Les conditions de la libération conditionnelle de l’internement

Les exigences de l’art. 64a al. 1 CP pour la libération conditionnelle de l’internement sont très strictes et la probabilité que l’auteur se conduise bien en liberté doit être élevée. L’âge et, conformément au principe de proportionnalité, les nombreuses années de privation de liberté, peuvent abstraitement être invoqués en faveur de la libération conditionnelle de la mesure d’internement. Il ne s’agit toutefois pas de critères absolus dans l’évaluation de la dangerosité d’une personne internée et ils doivent continuer à être mis en balance avec l’intérêt à la protection des victimes.

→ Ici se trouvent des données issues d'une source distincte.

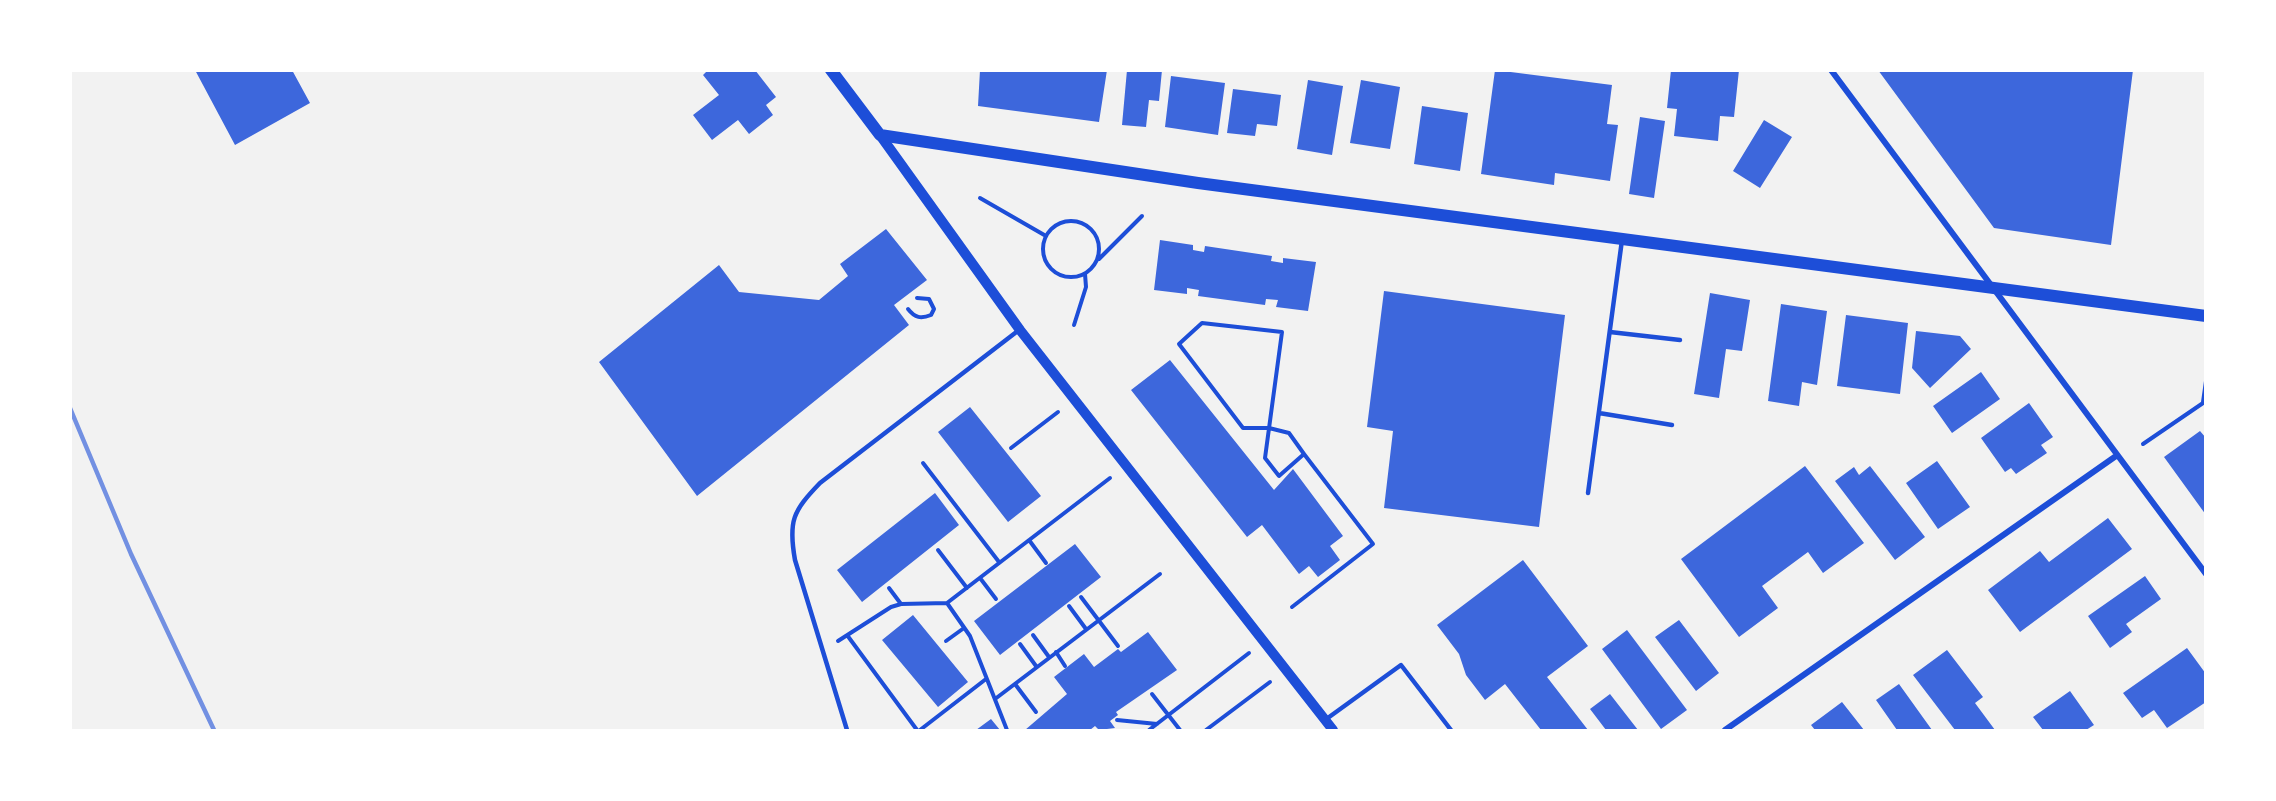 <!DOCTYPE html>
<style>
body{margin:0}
#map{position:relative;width:2276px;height:801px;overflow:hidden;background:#f2f2f2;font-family:"Source Sans 3",sans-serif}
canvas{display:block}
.frame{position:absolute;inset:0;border:72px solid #fff;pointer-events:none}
</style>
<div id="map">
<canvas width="2276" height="801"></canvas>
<div class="frame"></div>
</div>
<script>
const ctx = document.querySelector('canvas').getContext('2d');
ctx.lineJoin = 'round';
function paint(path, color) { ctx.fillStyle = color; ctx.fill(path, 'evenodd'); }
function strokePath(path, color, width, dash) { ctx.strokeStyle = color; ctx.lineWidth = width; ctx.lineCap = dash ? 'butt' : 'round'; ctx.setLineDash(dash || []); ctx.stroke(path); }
paint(new Path2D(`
 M 195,70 L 292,70 L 310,103 L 235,145 Z
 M 708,70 L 755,70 L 776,97 L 766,105 L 773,115 L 749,134 L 738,120 L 712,140 L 693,115 L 719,95 L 703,75 Z
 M 980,70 L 1107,70 L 1099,122 L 978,106 Z
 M 1127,70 L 1162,70 L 1159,101 L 1149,100 L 1146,127 L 1122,125 Z
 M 1495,70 L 1612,85 L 1607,124 L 1618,125 L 1610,181 L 1555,173 L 1554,185 L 1481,174 Z
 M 1671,70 L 1739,70 L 1734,117 L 1720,116 L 1718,141 L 1674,136 L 1677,109 L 1667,108 Z
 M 1878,70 L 2133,70 L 2111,245 L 1994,228 Z
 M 1171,76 L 1225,83 L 1218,135 L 1165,127 Z
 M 1308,80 L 1343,86 L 1332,155 L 1297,149 Z
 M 1361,80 L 1400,87 L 1390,149 L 1350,143 Z
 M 1233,89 L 1281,95 L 1277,126 L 1257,124 L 1255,136 L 1227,133 Z
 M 1422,106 L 1468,113 L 1460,171 L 1414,164 Z
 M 1640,117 L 1665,121 L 1654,198 L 1629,194 Z
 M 1764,120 L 1792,137 L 1760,188 L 1733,171 Z
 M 886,229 L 927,280 L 894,305 L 909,325 L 697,496 L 599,362 L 719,265 L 739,292 L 819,300 L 848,276 L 840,264 Z
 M 1160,240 L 1193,245 L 1193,250 L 1204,252 L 1205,246 L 1272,256 L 1271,261 L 1283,263 L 1283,258 L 1316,262 L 1308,311 L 1276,307 L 1278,300 L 1266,299 L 1265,305 L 1198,296 L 1199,290 L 1187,288 L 1187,294 L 1154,290 Z
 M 1384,291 L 1565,315 L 1539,527 L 1384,508 L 1393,431 L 1367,427 Z
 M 1710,293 L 1750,300 L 1742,351 L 1726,349 L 1719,398 L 1694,394 Z
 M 1781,304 L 1827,311 L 1817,385 L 1802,382 L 1799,406 L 1768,401 Z
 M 1846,315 L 1908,323 L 1900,394 L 1837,386 Z
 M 1916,331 L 1960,336 L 1971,349 L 1930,388 L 1912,368 Z
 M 1170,360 L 1274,490 L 1293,469 L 1343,536 L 1330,546 L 1340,560 L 1318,577 L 1309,566 L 1299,574 L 1262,525 L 1247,537 L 1131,390 Z
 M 1981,372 L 2000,399 L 1952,433 L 1933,406 Z
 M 2029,403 L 2053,437 L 2041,445 L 2047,453 L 2016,474 L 2011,468 L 2005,472 L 1981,438 Z
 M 970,407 L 1041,496 L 1008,522 L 938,432 Z
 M 2200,431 L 2206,438 L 2206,515 L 2164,457 Z
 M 1937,461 L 1970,507 L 1938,529 L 1906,483 Z
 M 1805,466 L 1864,543 L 1823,573 L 1808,552 L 1762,586 L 1778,608 L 1739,637 L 1681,559 Z
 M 1870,466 L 1925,537 L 1895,560 L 1835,481 L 1854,467 L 1859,475 Z
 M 935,493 L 959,525 L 862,602 L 837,570 Z
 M 2108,518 L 2132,549 L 2020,632 L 1988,590 L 2040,551 L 2049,562 Z
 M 1075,544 L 1101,577 L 1000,655 L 974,621 Z
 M 1523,560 L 1588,646 L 1547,677 L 1588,730 L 1541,730 L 1505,684 L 1485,700 L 1466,675 L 1459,654 L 1437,625 Z
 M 2145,576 L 2161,599 L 2126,624 L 2132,632 L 2110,648 L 2088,616 Z
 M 913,615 L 968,682 L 938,707 L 882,640 Z
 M 1679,620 L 1719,673 L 1696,691 L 1655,637 Z
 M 1627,630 L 1687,710 L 1661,729 L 1602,649 Z
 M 1148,632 L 1177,670 L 1116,712 L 1118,715 L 1110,721 L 1115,728 L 1099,730 L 1095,726 L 1090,730 L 1025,730 L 1067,694 L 1054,677 L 1084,654 L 1094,667 L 1118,649 L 1121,652 Z
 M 2187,648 L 2206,674 L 2206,702 L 2167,728 L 2154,710 L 2142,718 L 2123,693 Z
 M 1947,650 L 1983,697 L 1975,703 L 1995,730 L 1955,730 L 1913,675 Z
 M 1899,684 L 1932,730 L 1897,730 L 1876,700 Z
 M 2070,691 L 2094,725 L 2086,730 L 2043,730 L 2033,717 Z
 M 1610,694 L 1638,730 L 1606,730 L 1590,709 Z
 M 1842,702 L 1864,730 L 1815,730 L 1811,725 Z
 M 991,719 L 1000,730 L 976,730 Z`), '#3d67dc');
strokePath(new Path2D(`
 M 980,198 L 1046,236
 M1043 249a28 28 0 1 1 56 0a28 28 0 1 1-56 0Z
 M 1099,259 L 1142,216
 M 908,309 C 915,318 921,319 931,315 L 934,309 L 929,299 L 917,298
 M 1074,325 L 1086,287 L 1085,274
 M 2203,402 L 2206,381
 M 2143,444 L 2206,401
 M 1011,448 L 1058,412
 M 923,463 L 999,562
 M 1029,540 L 1046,563
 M 938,550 L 967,588
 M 980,578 L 996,599
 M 889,588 L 901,604
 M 1081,597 L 1118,646
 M 947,603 L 970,636 L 1007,730
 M 1069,606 L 1086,629
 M 1292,607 L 1373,544 L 1304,454 L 1279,476 L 1265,458 L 1282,332 L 1202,323 L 1179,344 L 1243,428 L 1269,428 L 1289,433 L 1304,454
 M 847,635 L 917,730
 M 1033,635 L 1049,657
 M 838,641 L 891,607 L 901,604 L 947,603 L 1110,478
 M 946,641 L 964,628
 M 1020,644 L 1036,666
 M 1056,652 L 1065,666
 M 1015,684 L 1036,712
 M 1152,694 L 1180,730
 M 995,699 L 1160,574
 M 1117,720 L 1157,724
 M 920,730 L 986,679
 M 1149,730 L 1249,653
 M 1206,730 L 1270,682`), '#1d4ed8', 4);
strokePath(new Path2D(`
 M 1610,332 L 1680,340
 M 1599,413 L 1672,425
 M 1588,493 L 1622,240
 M 1325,720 L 1401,665 L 1451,730
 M 847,730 L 795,560 C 788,521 793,511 820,483 L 1019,330`), '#1d4ed8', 4.5);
strokePath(new Path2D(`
 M 1831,70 L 2206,574
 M 1725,730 L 2116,456`), '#1d4ed8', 6);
strokePath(new Path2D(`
 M 880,135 L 1020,330 L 1333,730`), '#1d4ed8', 10);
strokePath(new Path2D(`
 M 831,70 L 880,135 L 1198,183 L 2206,316`), '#1d4ed8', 12);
strokePath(new Path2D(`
 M 70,408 L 131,554 L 214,730`), '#7290e2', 4.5);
</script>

En 2003, le Tribunal cantonal du canton de Zurich reconnaît un homme coupable d’actes d’ordre sexuel avec des enfants et de contrainte sexuelle et le condamne à une peine privative de liberté de 4 ans et 4 mois. Celle-ci est complémentaire à une sanction antérieure et une privation de liberté subie depuis 1993 (cf. TF 6S.379/2003 du 1.12.2004, let. A). La peine est toutefois suspendue au profit d’un internement. Le Tribunal fédéral rejette en 2004 un recours contre cette mesure (TF 6S.379/2003 du 1.12.2004) qui est maintenue en 2010. Alors qu’il est en cellule, les autorités découvrent en 2012 des images de manga pédopornographiques sur une carte mémoire électronique de l’homme qui est ainsi reconnu coupable de possession de représentations pornographiques (TF 6B_557/2017 du 9.1.2018). 

Une première demande de libération conditionnelle de l’internement déposée en 2014 est refusée (TF 6B_90/2016 du 18.5.2016). Alors âgé de 73 ans, le condamné réitère cette demande en 2019 et conteste le nouveau refus des autorités zurichoises devant le Tribunal fédéral en s’appuyant sur une expertise privée qui a été écartée par l’instance inférieure.

En premier lieu, la licéité de la procédure est examinée à la lumière du principe de célérité et de l’art. 5 par. 4 CEDH (c. 1). 

En l’espèce, la demande a été déposée en novembre 2019 et rejetée le mois suivant par l’autorité (administrative) d’exécution des sanctions. Ensuite, le Département de justice et des affaires intérieures a statué sur le recours de l’intéressé au mois de février 2020. Ce n’est que 9 mois plus tard suite à un nouveau recours que le Tribunal administratif du canton de Zurich s’est prononcé.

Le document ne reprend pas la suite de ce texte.